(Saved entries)
»»

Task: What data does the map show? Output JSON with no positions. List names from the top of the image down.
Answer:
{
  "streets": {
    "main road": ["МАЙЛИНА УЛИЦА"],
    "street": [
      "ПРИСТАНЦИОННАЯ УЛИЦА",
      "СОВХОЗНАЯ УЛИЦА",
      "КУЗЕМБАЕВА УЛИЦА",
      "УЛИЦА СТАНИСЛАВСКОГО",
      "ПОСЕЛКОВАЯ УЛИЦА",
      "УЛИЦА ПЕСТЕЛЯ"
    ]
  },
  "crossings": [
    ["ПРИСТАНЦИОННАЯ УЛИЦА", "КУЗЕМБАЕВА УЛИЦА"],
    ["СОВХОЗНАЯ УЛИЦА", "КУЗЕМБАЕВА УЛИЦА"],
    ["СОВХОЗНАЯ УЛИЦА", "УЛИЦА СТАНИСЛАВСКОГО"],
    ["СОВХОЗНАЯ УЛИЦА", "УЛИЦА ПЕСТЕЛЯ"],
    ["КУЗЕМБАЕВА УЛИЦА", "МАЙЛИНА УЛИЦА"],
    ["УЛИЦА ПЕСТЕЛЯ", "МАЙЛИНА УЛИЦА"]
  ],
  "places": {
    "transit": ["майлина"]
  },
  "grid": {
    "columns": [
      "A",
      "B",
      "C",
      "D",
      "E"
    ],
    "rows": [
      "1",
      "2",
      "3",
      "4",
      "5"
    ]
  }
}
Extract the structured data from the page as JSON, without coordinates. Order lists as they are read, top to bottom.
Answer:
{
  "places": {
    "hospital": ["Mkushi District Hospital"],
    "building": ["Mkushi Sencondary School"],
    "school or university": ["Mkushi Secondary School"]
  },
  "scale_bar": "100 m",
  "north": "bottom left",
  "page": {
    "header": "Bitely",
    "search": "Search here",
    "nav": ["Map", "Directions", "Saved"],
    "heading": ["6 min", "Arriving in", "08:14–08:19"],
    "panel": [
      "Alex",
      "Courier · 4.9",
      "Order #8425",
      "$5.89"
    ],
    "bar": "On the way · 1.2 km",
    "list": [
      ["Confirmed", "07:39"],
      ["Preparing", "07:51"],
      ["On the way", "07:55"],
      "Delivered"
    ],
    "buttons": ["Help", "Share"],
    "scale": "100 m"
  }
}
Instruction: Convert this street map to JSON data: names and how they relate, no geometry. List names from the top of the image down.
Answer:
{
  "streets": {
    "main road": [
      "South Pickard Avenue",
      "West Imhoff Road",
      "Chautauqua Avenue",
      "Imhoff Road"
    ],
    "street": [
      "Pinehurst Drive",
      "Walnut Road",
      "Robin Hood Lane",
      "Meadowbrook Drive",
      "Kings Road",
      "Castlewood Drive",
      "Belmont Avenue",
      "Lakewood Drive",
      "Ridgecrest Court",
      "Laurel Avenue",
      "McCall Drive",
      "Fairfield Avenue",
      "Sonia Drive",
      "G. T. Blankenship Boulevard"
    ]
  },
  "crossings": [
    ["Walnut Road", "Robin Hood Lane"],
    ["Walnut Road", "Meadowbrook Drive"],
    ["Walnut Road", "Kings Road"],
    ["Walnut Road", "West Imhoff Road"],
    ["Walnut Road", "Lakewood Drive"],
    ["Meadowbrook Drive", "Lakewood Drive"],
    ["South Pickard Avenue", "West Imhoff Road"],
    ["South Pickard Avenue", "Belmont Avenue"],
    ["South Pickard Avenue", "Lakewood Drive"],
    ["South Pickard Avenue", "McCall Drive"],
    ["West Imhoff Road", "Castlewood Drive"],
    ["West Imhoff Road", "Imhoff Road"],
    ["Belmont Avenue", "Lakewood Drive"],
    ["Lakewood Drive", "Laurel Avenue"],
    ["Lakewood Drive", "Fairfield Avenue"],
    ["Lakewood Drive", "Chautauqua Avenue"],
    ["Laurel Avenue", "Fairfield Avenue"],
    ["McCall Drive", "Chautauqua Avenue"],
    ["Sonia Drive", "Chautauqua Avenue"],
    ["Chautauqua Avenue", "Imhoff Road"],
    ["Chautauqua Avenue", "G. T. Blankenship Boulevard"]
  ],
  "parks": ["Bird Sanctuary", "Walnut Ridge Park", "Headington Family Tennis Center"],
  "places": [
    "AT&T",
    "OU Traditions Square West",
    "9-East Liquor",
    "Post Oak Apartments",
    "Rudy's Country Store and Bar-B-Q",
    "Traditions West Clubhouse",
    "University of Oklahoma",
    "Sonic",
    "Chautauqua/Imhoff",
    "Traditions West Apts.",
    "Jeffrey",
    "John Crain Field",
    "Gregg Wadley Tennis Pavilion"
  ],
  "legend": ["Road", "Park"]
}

««

> Task instructions: All lines above in which the word "Tennis" occurs should be identified and copied.

> Finished exercise:
  "parks": ["Bird Sanctuary", "Walnut Ridge Park", "Headington Family Tennis Center"],
    "Gregg Wadley Tennis Pavilion"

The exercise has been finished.